The Detroit Free Press recently offered a few minutes of the tape they acquired through a FOIA request depicting the take down in the warehouse including the death of  Imam Luqman. The tape raises many more questions than it answers. The tape depicts men in a warehouse working, and then what amounts to CQC or close quarters combat. CQC is typically used to move quickly to subdue potential criminals who are thought to be highly violent, i.e., hostage situations. As one can clearly see in this video, these men were clearly caught off guard and seemingly scared. They had no visible weapons. Once the lasers were visible, they were surrendering and on the floor.  The video is not helpful in understanding why Imam Luqman was shot, as there is no clear depiction of what happened. All that can be seen is a hesitation on the part of Imam Luqman to get on the ground, men with drawn guns, a dog going in and out.

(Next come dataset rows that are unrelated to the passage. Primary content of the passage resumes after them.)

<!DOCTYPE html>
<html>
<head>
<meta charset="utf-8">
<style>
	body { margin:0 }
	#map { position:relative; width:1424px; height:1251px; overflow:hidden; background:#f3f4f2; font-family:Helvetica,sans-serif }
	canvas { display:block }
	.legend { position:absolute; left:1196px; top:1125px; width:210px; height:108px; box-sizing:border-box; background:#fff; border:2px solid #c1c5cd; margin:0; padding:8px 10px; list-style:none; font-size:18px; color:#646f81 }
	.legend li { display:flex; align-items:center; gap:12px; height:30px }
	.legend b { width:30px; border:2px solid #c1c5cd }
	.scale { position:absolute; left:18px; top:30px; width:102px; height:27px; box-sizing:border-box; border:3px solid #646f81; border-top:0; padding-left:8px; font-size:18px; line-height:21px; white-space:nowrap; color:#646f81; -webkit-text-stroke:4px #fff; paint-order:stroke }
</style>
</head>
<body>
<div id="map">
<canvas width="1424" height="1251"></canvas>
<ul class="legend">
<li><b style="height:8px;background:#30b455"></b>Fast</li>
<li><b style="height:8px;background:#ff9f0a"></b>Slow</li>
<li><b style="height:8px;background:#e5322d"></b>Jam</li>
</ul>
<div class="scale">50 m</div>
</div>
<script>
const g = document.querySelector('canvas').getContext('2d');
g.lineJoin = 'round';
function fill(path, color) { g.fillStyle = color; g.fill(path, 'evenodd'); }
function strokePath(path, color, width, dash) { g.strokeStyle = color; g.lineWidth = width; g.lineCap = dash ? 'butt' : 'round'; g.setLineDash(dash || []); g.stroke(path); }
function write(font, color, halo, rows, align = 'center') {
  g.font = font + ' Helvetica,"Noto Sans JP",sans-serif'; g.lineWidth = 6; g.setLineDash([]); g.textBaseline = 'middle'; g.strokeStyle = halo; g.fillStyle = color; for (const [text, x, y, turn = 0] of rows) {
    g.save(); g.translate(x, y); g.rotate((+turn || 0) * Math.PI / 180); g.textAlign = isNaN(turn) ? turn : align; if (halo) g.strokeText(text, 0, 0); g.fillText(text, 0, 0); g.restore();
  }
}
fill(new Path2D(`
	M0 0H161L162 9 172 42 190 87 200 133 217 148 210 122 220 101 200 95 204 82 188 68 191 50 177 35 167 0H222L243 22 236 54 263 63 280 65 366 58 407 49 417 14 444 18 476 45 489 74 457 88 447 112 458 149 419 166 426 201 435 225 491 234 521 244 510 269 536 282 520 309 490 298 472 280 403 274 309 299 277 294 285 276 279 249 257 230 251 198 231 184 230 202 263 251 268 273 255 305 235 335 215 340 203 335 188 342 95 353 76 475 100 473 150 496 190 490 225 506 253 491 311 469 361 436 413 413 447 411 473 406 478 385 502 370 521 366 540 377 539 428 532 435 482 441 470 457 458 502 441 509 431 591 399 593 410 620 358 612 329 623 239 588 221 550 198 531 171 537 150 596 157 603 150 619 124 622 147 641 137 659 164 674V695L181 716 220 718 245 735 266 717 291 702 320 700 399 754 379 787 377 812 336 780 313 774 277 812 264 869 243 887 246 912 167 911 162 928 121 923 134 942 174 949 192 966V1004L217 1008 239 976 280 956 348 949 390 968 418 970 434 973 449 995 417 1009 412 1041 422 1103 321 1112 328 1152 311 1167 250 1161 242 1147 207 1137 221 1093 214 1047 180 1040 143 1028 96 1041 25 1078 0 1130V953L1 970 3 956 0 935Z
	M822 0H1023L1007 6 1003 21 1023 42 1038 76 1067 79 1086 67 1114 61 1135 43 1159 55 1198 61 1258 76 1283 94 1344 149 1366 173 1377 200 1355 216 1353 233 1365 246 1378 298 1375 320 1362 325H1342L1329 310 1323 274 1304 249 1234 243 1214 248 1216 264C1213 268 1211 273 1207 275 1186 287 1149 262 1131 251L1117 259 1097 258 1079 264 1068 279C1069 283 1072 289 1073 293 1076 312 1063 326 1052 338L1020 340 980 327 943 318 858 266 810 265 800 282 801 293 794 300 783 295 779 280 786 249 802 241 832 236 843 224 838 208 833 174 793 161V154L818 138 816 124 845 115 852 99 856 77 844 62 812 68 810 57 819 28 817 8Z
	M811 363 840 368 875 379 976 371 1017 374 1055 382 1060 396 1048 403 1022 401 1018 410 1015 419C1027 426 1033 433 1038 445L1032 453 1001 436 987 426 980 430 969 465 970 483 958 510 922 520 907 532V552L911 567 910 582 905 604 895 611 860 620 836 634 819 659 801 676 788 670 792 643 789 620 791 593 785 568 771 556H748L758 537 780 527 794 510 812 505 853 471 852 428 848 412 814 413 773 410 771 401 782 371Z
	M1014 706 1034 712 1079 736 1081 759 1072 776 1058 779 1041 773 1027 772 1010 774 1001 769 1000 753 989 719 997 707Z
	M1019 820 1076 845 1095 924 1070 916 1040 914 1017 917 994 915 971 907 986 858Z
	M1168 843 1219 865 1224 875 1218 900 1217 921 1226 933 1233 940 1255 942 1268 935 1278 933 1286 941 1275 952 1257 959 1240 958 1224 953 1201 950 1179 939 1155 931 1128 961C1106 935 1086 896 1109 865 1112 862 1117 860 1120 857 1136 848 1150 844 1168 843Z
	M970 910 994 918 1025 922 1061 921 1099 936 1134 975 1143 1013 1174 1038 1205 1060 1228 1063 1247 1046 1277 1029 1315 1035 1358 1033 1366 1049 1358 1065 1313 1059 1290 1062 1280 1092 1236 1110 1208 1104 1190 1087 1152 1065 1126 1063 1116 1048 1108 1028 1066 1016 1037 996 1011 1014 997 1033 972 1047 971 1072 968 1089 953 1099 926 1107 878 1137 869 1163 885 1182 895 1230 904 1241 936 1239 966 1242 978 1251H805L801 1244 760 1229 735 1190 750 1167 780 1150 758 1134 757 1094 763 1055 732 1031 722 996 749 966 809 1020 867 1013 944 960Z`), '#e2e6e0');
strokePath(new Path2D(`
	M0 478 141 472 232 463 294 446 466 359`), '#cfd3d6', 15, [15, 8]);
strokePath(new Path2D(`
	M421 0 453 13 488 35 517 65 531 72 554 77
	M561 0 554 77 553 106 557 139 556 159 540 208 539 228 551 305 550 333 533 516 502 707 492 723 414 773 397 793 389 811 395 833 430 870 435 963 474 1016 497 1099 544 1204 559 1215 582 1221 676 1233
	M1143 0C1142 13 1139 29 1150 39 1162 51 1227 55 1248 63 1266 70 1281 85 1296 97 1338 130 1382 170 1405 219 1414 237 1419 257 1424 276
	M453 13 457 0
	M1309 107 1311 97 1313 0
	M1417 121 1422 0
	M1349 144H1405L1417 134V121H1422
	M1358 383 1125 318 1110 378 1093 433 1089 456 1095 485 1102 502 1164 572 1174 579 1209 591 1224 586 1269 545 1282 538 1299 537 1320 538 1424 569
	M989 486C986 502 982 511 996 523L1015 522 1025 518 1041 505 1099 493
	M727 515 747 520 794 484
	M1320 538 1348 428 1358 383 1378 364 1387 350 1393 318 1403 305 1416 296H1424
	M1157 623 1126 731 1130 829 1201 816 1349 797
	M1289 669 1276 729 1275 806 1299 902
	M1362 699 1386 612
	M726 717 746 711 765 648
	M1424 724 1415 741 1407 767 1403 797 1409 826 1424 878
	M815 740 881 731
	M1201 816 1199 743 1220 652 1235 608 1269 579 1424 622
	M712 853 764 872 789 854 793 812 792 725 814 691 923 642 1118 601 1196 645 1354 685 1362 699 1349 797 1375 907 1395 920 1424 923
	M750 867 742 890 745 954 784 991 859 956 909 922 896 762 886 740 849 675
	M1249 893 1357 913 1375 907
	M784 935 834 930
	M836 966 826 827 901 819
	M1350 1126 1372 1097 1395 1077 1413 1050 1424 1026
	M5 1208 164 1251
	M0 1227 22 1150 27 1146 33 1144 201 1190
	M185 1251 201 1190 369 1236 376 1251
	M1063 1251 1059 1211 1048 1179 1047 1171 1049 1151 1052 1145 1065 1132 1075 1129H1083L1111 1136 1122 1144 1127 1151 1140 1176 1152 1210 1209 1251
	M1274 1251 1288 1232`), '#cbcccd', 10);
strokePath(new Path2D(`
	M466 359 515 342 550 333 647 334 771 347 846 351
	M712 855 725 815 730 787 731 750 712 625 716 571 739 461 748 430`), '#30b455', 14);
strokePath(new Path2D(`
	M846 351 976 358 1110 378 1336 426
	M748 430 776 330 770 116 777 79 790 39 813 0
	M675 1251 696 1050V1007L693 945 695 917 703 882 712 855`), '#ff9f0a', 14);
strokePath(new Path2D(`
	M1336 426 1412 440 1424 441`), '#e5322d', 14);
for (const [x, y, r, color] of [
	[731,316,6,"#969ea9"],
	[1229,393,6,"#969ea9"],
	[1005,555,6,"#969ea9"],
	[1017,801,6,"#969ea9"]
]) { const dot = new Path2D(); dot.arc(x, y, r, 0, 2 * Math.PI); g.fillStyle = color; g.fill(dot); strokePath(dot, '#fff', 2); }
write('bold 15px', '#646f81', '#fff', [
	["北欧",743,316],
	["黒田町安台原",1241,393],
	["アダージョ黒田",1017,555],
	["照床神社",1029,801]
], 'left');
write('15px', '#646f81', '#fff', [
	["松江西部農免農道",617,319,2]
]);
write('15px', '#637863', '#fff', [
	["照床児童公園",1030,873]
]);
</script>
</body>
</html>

According to the information that has been made available to the public, the FBI initiated this investigation based on some informant’s ideas that this group of impoverished Black Muslim men were plotting to somehow overthrow the government. After three years of surveillance and with at least one if not more informants inside, they were not able to make a case for treason or terrorism. At the end of the day, they claimed only petty crimes that are normally handled by local police departments.

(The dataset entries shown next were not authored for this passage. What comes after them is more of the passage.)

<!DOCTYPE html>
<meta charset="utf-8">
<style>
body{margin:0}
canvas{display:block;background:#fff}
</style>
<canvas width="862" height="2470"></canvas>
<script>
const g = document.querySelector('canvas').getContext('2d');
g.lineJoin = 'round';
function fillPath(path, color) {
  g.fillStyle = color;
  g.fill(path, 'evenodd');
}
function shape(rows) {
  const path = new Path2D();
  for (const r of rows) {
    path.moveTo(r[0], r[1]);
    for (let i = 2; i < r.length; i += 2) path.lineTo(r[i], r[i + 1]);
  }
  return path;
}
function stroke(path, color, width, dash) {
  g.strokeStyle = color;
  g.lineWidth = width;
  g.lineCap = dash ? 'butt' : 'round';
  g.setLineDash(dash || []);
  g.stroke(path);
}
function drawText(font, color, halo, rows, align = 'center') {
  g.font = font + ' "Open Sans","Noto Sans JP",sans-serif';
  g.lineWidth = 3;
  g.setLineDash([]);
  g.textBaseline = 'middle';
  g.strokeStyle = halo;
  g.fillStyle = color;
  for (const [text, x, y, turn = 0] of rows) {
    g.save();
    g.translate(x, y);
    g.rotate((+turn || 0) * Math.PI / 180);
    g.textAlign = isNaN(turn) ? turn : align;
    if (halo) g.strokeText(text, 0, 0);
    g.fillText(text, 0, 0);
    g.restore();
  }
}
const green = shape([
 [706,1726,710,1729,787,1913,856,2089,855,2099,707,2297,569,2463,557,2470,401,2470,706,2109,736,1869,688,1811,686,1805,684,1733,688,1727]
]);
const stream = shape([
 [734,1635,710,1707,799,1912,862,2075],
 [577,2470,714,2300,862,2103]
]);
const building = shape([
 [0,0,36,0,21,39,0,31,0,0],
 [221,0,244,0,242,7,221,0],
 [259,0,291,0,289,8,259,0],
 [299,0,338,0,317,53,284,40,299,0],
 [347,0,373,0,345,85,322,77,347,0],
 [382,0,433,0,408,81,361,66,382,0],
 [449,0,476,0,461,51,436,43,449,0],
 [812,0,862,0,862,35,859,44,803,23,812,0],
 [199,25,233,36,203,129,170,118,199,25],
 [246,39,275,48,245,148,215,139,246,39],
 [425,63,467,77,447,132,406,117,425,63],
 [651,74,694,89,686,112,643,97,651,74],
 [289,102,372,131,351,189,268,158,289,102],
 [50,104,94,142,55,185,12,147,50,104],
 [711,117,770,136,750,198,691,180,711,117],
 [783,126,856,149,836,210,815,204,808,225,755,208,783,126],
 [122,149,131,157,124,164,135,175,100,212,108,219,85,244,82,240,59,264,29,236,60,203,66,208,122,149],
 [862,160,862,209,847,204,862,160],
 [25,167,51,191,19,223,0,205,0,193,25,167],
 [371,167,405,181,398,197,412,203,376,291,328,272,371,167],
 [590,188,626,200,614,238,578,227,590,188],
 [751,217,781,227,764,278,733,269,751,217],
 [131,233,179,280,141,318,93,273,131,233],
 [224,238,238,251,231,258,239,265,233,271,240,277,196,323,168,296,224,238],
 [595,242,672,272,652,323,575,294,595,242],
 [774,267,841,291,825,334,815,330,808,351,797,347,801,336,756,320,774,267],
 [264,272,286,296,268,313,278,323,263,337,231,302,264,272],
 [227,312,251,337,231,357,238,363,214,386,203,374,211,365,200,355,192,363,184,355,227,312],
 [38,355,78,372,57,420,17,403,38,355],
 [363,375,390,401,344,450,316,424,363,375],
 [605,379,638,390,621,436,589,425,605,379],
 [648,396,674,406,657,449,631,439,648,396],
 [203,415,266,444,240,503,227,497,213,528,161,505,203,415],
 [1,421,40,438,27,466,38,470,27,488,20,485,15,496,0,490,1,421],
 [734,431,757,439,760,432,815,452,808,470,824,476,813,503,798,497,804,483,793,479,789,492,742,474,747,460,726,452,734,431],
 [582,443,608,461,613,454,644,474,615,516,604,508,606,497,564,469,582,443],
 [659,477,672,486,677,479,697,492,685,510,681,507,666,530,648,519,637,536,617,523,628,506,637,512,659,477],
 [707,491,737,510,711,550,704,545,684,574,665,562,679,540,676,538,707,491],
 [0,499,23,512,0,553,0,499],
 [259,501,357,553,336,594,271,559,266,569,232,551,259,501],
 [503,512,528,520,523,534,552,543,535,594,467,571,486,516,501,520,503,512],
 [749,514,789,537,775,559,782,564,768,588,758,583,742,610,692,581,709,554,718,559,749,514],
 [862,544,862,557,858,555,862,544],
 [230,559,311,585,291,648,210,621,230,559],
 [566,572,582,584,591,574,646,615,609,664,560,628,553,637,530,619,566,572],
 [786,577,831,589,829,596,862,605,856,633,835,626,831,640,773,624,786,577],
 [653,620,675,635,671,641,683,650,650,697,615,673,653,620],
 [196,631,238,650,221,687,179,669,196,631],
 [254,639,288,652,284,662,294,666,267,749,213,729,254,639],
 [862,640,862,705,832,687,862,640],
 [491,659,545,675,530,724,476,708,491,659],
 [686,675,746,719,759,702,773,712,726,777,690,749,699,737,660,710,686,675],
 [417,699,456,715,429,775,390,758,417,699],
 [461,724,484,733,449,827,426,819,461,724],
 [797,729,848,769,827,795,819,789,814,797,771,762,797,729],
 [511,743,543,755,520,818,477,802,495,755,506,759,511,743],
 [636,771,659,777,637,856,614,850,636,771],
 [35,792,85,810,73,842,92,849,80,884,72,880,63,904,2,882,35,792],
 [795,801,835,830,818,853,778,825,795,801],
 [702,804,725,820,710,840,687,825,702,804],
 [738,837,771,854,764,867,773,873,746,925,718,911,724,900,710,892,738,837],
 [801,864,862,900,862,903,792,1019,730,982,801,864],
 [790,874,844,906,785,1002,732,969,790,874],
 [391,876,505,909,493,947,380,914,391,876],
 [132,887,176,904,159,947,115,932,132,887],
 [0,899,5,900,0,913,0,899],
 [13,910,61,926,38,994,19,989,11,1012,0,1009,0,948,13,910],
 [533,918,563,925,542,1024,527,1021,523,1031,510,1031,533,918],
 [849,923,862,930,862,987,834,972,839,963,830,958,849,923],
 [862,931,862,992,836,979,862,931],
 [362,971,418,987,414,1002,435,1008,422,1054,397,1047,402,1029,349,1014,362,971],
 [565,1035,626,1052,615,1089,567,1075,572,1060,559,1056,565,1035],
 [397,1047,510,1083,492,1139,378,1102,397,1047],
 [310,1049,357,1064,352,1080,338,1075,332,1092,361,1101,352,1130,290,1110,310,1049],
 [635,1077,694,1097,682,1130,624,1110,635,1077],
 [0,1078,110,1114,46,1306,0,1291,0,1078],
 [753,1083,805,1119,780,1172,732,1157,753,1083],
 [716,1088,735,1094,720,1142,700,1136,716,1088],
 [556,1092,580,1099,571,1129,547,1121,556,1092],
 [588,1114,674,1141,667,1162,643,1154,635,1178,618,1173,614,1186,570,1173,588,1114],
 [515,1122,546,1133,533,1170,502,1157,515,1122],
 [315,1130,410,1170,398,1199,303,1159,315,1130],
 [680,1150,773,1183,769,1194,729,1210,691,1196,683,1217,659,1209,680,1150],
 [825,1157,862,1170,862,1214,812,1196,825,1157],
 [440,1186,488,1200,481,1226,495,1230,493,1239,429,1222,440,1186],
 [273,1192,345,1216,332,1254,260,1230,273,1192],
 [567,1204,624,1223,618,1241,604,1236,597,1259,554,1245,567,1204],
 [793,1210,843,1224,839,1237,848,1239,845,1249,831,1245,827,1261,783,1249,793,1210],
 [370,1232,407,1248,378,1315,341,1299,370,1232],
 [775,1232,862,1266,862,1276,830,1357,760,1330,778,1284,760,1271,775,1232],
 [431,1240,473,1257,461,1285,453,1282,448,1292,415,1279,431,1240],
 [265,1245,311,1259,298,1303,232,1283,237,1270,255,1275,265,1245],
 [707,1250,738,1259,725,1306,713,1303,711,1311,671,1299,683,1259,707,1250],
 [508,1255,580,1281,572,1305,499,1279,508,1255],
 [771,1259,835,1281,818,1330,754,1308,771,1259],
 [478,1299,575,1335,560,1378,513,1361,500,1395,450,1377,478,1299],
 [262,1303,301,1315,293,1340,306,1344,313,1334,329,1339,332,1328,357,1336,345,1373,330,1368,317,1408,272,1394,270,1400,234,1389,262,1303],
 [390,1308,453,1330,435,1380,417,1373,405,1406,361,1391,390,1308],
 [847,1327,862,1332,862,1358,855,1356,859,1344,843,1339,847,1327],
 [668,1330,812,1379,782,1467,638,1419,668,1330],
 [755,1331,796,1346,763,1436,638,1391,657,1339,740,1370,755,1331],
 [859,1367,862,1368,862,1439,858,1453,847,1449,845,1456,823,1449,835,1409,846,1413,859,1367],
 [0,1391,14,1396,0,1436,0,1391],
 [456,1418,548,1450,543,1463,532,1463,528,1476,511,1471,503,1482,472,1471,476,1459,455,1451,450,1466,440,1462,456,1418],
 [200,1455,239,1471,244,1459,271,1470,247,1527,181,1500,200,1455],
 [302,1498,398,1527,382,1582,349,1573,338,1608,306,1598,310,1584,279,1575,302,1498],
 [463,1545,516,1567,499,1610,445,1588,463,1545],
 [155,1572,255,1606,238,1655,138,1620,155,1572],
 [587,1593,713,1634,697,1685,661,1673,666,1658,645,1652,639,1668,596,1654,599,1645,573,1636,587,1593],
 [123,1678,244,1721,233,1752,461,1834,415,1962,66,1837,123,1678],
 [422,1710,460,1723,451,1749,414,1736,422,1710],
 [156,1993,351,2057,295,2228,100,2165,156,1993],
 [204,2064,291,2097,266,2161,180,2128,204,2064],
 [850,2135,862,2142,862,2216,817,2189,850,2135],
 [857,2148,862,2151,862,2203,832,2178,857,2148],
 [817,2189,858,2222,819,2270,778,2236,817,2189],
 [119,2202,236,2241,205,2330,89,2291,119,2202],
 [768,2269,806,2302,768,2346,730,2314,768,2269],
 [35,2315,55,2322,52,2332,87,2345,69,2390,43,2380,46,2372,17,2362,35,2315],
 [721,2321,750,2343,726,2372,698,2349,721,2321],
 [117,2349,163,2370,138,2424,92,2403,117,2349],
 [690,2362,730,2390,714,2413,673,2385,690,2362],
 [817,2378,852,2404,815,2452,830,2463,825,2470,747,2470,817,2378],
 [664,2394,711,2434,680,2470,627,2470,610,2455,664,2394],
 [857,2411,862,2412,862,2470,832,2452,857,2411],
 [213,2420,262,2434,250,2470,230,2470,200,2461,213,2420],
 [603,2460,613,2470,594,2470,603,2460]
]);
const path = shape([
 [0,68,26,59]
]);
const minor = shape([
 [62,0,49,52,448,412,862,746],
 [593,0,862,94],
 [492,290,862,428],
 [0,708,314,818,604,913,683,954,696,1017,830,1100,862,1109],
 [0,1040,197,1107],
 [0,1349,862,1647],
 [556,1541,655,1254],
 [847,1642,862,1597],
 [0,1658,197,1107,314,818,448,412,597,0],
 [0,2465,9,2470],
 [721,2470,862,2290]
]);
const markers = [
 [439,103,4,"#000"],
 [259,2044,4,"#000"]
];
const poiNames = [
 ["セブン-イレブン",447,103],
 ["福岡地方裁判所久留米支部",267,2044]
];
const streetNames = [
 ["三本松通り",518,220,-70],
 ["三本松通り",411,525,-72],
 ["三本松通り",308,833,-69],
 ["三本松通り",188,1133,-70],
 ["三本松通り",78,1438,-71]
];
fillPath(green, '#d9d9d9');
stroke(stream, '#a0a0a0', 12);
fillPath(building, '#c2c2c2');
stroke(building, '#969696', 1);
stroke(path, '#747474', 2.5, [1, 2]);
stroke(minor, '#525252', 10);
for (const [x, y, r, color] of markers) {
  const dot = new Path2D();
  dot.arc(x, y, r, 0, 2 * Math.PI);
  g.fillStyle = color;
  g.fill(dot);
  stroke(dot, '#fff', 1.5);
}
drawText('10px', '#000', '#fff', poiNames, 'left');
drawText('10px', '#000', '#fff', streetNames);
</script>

It is normal for the unit initiating an investigation to continue it. What gets confusing in this case is why the FBI targeted these people to begin with and why when they discovered this was not a group with terrorist activities they didn’t either turn this over to local law enforcement or discontinue using tactics meant for such activities like CQC? In the absence of the DOJ independent investigation answering these questions or the FBI themselves, these questions remain especially when you compare this case to another that was within months of Imam Luqman’s death.

In March 2010, nine members of the Hutaree militia group were arrested and taken without incident into custody by local law enforcement in three different states including Michigan. This militia group had plans, training and tactical plans to assault law enforcement agencies to start a revolution within the United States. The Federal judge in this case released the nine people arrested to be freed until trial citing the prosecutors did not demonstrate that they were of potential harm to anyone if they were released.

When you have one group of men who are unarmed, indigent and moving TVs in warehouse and believed to be religious men in a community of religious people taken into custody in such a violent way that one dies as a result, and you have another group who have weapons, plans and training and are taken without incident and released this raises large and looming questions. One obvious difference is that the Hutaree members are white and these Muslim men were majority black. In the American narrative that raises a lot of issues. Is it race that made the difference here? The Hutaree claim to be Christian and Imam Luqman was clearly Muslim. Was religion the issue? Where are those we are to entrust with service and protection to answer these questions.

As we approach the anniversary of a seemingly innocent man’s death, we should not get lost in details and remember the larger questions why were these men targeted and that every man even in death is innocent until proven guilty. Why is the government willing to forego trust with its citizens? What is it hiding? We have a duty to question the methods used to protect us.